Y[N(SiHMe₂)]₃(THF)₂ (11.61 mg) in 1 g methylcycohexane was added to a methylcycohexane (1.5 g) solution of the ligand (10.0 mg) at room temperature. The solution was stirred ˜3 minutes and BBL was added neat. Within a minute, polymer crushes out of solution. Left stirring at room temperature for 16 hours. NMR showed 63% conversion. The polymer was not isolated.

Entry 14

Y[N(SiHMe₂)]₃(THF)₂ (11.49 mg) in 1 g methylcycohexane was added to a methylcycohexane (1.5 g) solution of the ligand (10.0 mg) at room temperature. The solution was stirred ˜3 minutes and BBL was added neat. Within a minute, polymer crushes out of solution. Left stirring at room temperature for 16 hours. NMR showed 70% conversion. The polymer was not isolated.

Entry 15

Y[N(SiHMe₂)]₃(THF)₂ (8.82 mg) in 1 g methylcycohexane was added to a methylcycohexane (1.5 g) solution of the ligand (10.0 mg) at room temperature. The solution was stirred ˜3 minutes and BBL was added neat. Within a minute, polymer crushes out of solution. Left stirring at room temperature for 16 hours. The solid polymer was isolated by washing MeOH and hexanes. Dried under vacuum. 220 mg polymer isolated.

Entry 16

Y[N(SiHMe₂)]₃(THF)₂ (9.02 mg) in 1 g toluene was added to a toluene (1.5 g) solution of the ligand (10.0 mg) at room temperature. The solution was stirred ˜3 minutes and BBL was added neat. Within a minute, polymer crushes out of solution. Left stirring at room temperature for 16 hours. The solid polymer was isolated by washing MeOH and hexanes. Dried under vacuum. 520 mg polymer isolated.

Entry 17

Y[N(SiHMe₂)]₃(THF)₂ (10.02 mg) in 1 g toluene was added to a toluene (1.5 g) solution of the ligand (12.0 mg) at room temperature. The solution was stirred ˜3 minutes and BBL was added neat. Within a minute, polymer crushes out of solution. Left stirring at room temperature for 16 hours. The solid polymer was isolated by washing MeOH and hexanes. Dried under vacuum. 610 mg polymer isolated.

Entry 18

Y[N(SiHMe₂)]₃(THF)₂ (9.35 mg) in 1 g toluene was added to a toluene (1.5 g) solution of the ligand (10.0 mg) at room temperature. The solution was stirred ˜3 minutes and BBL was added neat. Within a minute, polymer crushes out of solution. Left stirring at room temperature for 16 hours. The solid polymer was isolated by washing MeOH and pentane. Dried under vacuum. 1.27 g polymer isolated.
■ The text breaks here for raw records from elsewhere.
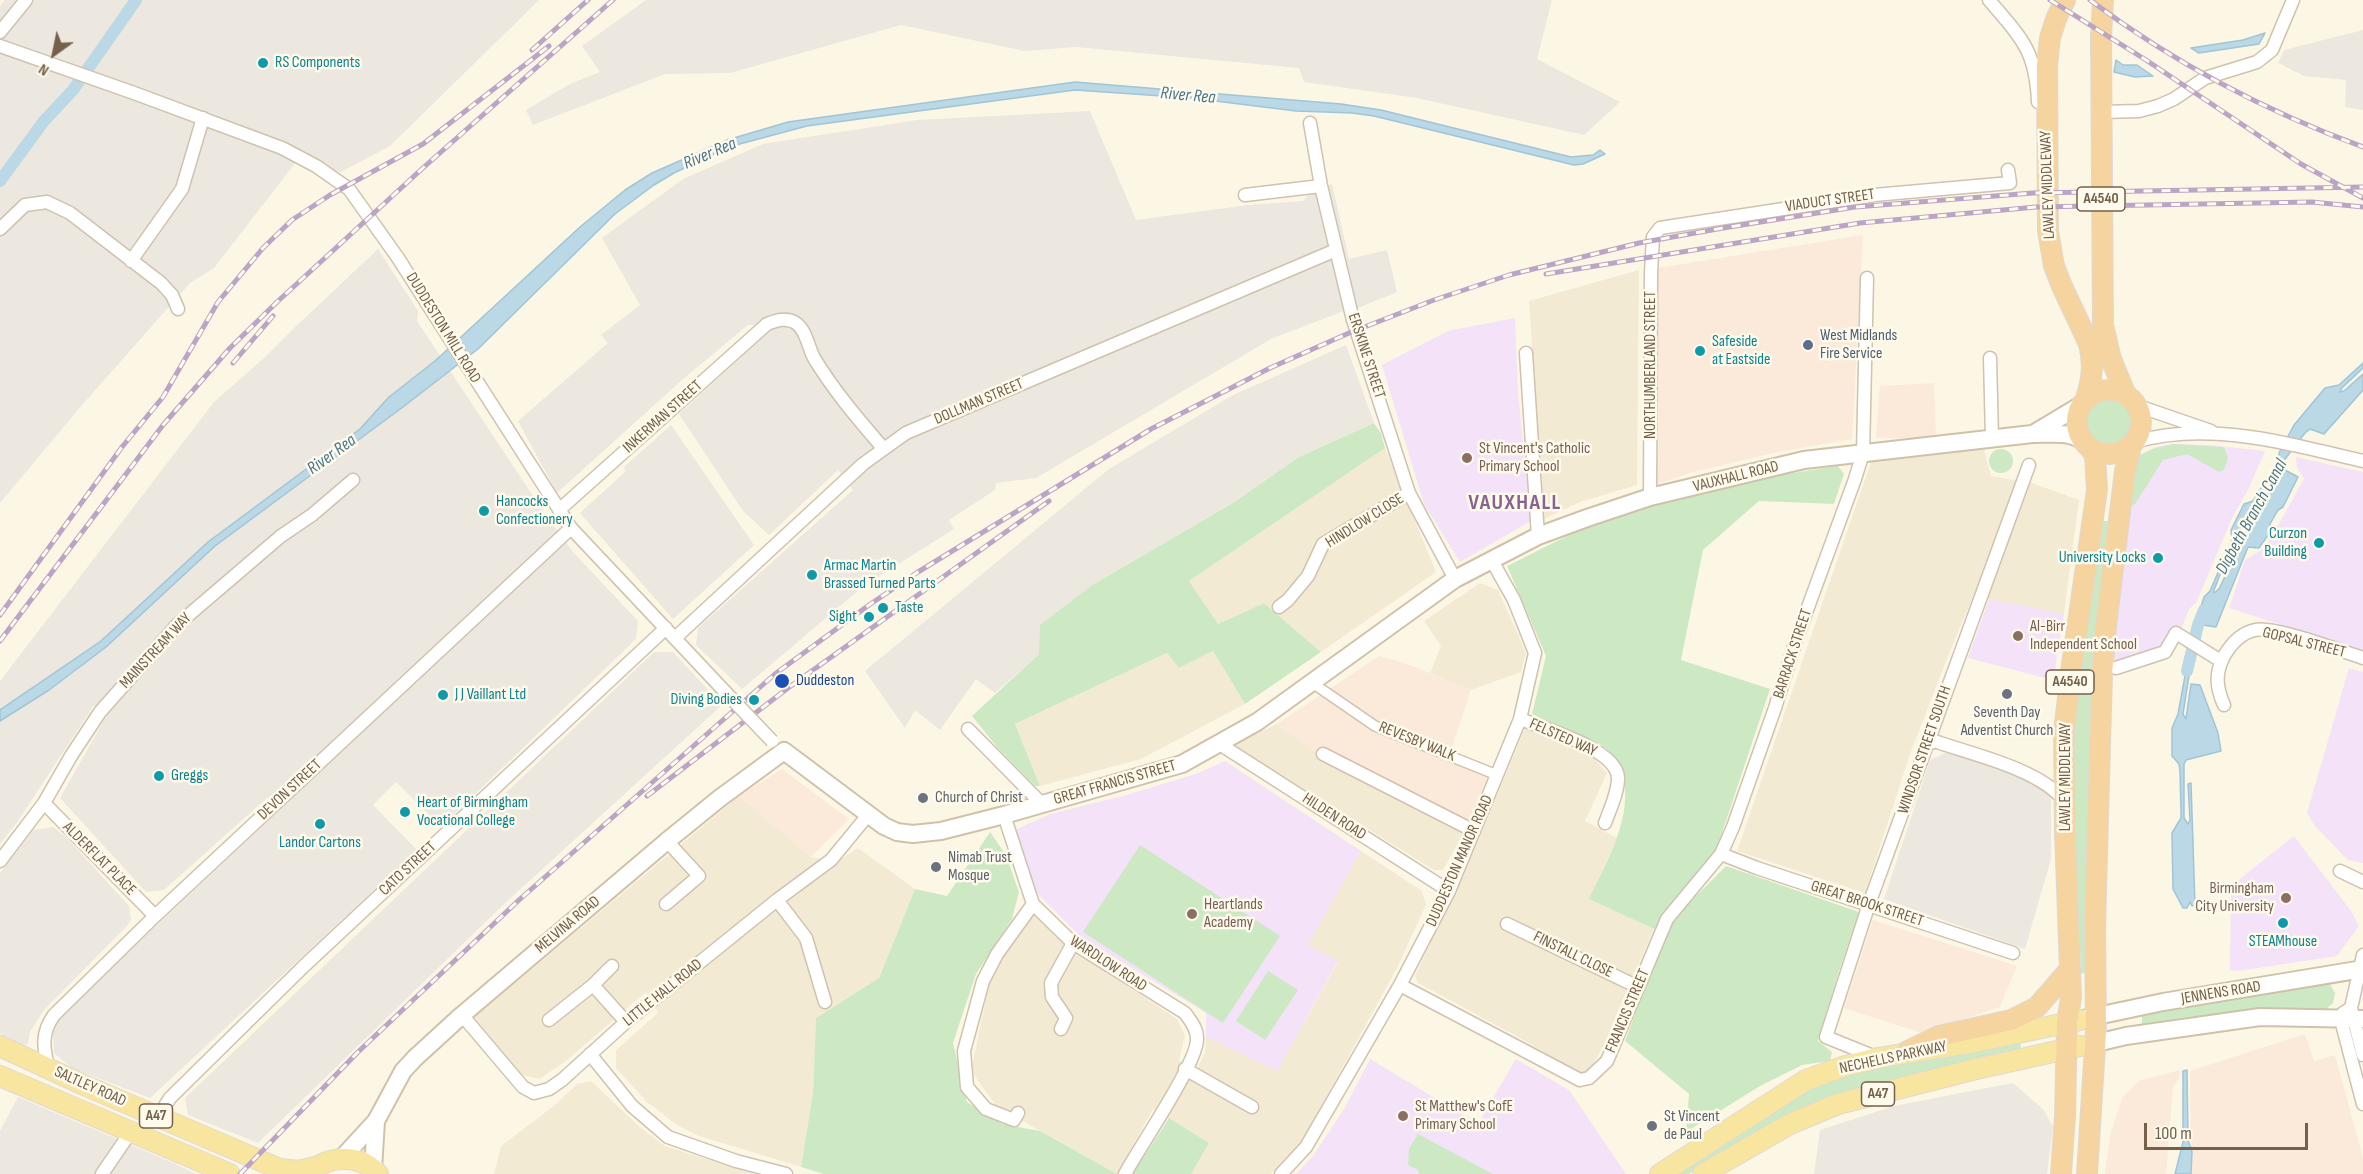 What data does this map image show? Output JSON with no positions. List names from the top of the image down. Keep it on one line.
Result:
{"streets":{"highway":["LAWLEY MIDDLEWAY","A4540"],"main road":["VAUXHALL ROAD","GREAT FRANCIS STREET","MELVINA ROAD","JENNENS ROAD","NECHELLS PARKWAY","SALTLEY ROAD","A47"],"street":["VIADUCT STREET","DUDDESTON MILL ROAD","ERSKINE STREET","NORTHUMBERLAND STREET","DOLLMAN STREET","INKERMAN STREET","HINDLOW CLOSE","GOPSAL STREET","MAINSTREAM WAY","BARRACK STREET","FELSTED WAY","REVESBY WALK","WINDSOR STREET SOUTH","DEVON STREET","HILDEN ROAD","ALDERFLAT PLACE","DUDDESTON MANOR ROAD","CATO STREET","GREAT BROOK STREET","FINSTALL CLOSE","WARDLOW ROAD","LITTLE HALL ROAD","FRANCIS STREET"]},"crossings":[["LAWLEY MIDDLEWAY","A4540"],["LAWLEY MIDDLEWAY","VAUXHALL ROAD"],["LAWLEY MIDDLEWAY","JENNENS ROAD"],["LAWLEY MIDDLEWAY","NECHELLS PARKWAY"],["A4540","VAUXHALL ROAD"],["A4540","JENNENS ROAD"],["A4540","NECHELLS PARKWAY"],["VIADUCT STREET","NORTHUMBERLAND STREET"],["DUDDESTON MILL ROAD","DOLLMAN STREET"],["DUDDESTON MILL ROAD","INKERMAN STREET"],["DUDDESTON MILL ROAD","GREAT FRANCIS STREET"],["DUDDESTON MILL ROAD","DEVON STREET"],["DUDDESTON MILL ROAD","CATO STREET"],["DUDDESTON MILL ROAD","MELVINA ROAD"],["ERSKINE STREET","DOLLMAN STREET"],["ERSKINE STREET","VAUXHALL ROAD"],["ERSKINE STREET","HINDLOW CLOSE"],["ERSKINE STREET","GREAT FRANCIS STREET"],["NORTHUMBERLAND STREET","VAUXHALL ROAD"],["DOLLMAN STREET","INKERMAN STREET"],["VAUXHALL ROAD","BARRACK STREET"],["VAUXHALL ROAD","GREAT FRANCIS STREET"],["VAUXHALL ROAD","DUDDESTON MANOR ROAD"],["MAINSTREAM WAY","ALDERFLAT PLACE"],["BARRACK STREET","GREAT BROOK STREET"],["BARRACK STREET","FRANCIS STREET"],["FELSTED WAY","DUDDESTON MANOR ROAD"],["REVESBY WALK","GREAT FRANCIS STREET"],["REVESBY WALK","DUDDESTON MANOR ROAD"],["WINDSOR STREET SOUTH","GREAT BROOK STREET"],["WINDSOR STREET SOUTH","NECHELLS PARKWAY"],["GREAT FRANCIS STREET","HILDEN ROAD"],["GREAT FRANCIS STREET","MELVINA ROAD"],["GREAT FRANCIS STREET","WARDLOW ROAD"],["GREAT FRANCIS STREET","LITTLE HALL ROAD"],["DEVON STREET","ALDERFLAT PLACE"],["DEVON STREET","SALTLEY ROAD"],["HILDEN ROAD","DUDDESTON MANOR ROAD"],["DUDDESTON MANOR ROAD","FRANCIS STREET"],["CATO STREET","SALTLEY ROAD"],["GREAT BROOK STREET","FRANCIS STREET"],["MELVINA ROAD","LITTLE HALL ROAD"],["MELVINA ROAD","A47"],["FINSTALL CLOSE","FRANCIS STREET"],["JENNENS ROAD","NECHELLS PARKWAY"],["SALTLEY ROAD","A47"]],"districts":["VAUXHALL"],"water":["River Rea","Digbeth Branch Canal"],"places":["RS Components","West Midlands Fire Service","Safeside at Eastside","St Vincent's Catholic Primary School","Hancocks Confectionery","Curzon Building","University Locks","Armac Martin Brassed Turned Parts","Taste","Sight","Al-Birr Independent School","Duddeston","Seventh Day Adventist Church","J J Vaillant Ltd","Diving Bodies","Greggs","Church of Christ","Heart of Birmingham Vocational College","Landor Cartons","Nimab Trust Mosque","Birmingham City University","Heartlands Academy","STEAMhouse","St Matthew's CofE Primary School","St Vincent de Paul"],"scale_bar":"100 m","north":"bottom left"} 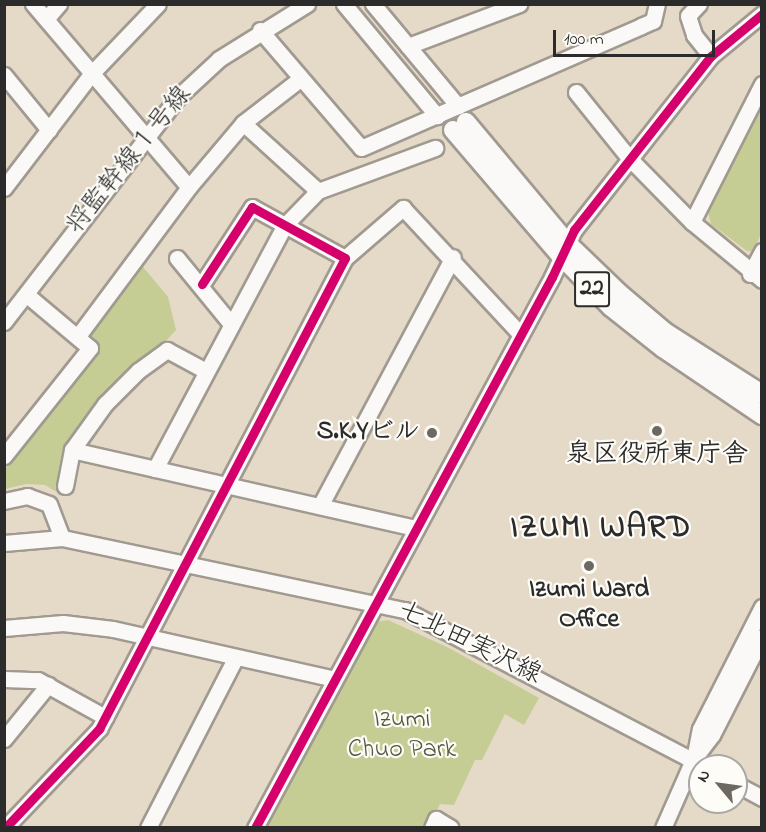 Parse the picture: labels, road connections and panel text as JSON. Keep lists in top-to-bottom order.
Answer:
{
  "streets": {
    "main road": ["22"],
    "street": ["将監幹線１号線", "七北田実沢線"]
  },
  "districts": ["IZUMI WARD"],
  "parks": ["Izumi Chuo Park"],
  "places": ["泉区役所東庁舎", "S.K.Yビル", "Izumi Ward Office"],
  "scale_bar": "100 m",
  "north": "top left"
}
Entry 19 (Example for Hexanolactone)

Y[N(SiHMe₂)]₃(THF)₂ (8.26 mg) in 1 g toluene was added to a toluene (1.5 g)

solution of the ligand (10.0 mg) at room temperature. The solution was stirred ˜3 minutes and BHL was added neat. Left stirring at room temperature for 16 hours. The gel was agitated with MeOH to precipitate the polymer and the solid polymer was isolated by washing MeOH and hexanes. Dried under vacuum. 750 mg polymer isolated.

Entry 20

Y[N(SiHMe₂)]₃(THF)₂ (12.35 mg) in 1 g methylcycohexane was added to a methylcycohexane (1.5 g) solution of the ligand (10.0 mg) at room temperature. The solution was stirred ˜3 minutes and BBL was added neat. Left stirring at 65° C. for 16 hours. NMR showed 83% conversion. The polymer was not isolated.

Entry 21 (Example for Hexanolactone)

Y[N(SiHMe₂)]₃(THF)₂ (9.17 mg) in 1 g toluene was added to a toluene (1.5 g) solution of the ligand (10.0 mg) at room temperature. The solution was stirred ˜3 minutes and BHL was added neat. Within a minute, polymer crushes out of solution. Left stirring at room temperature for 16 hours. NMR showed 75% conversion. The polymer was not isolated.

Entry 22

Y[N(SiHMe₂)]₃(THF)₂ (9.45 mg) in 1 g toluene was added to a toluene (1.5 g) solution of the ligand (10.0 mg) at room temperature. The solution was stirred ˜3 minutes and BBL was added neat. Left stirring at room temperature for 16 hours. The gel was agitated with MeOH to precipitate the polymer and the solid polymer was isolated by washing MeOH and hexanes. Dried under vacuum. 330 mg polymer isolated.

Entry 23-28

The polymers were prepared similarly as described in Entry 22

The results indicate that there is a linear relationship between Tm and Pr, which is depicted in FIG. 1.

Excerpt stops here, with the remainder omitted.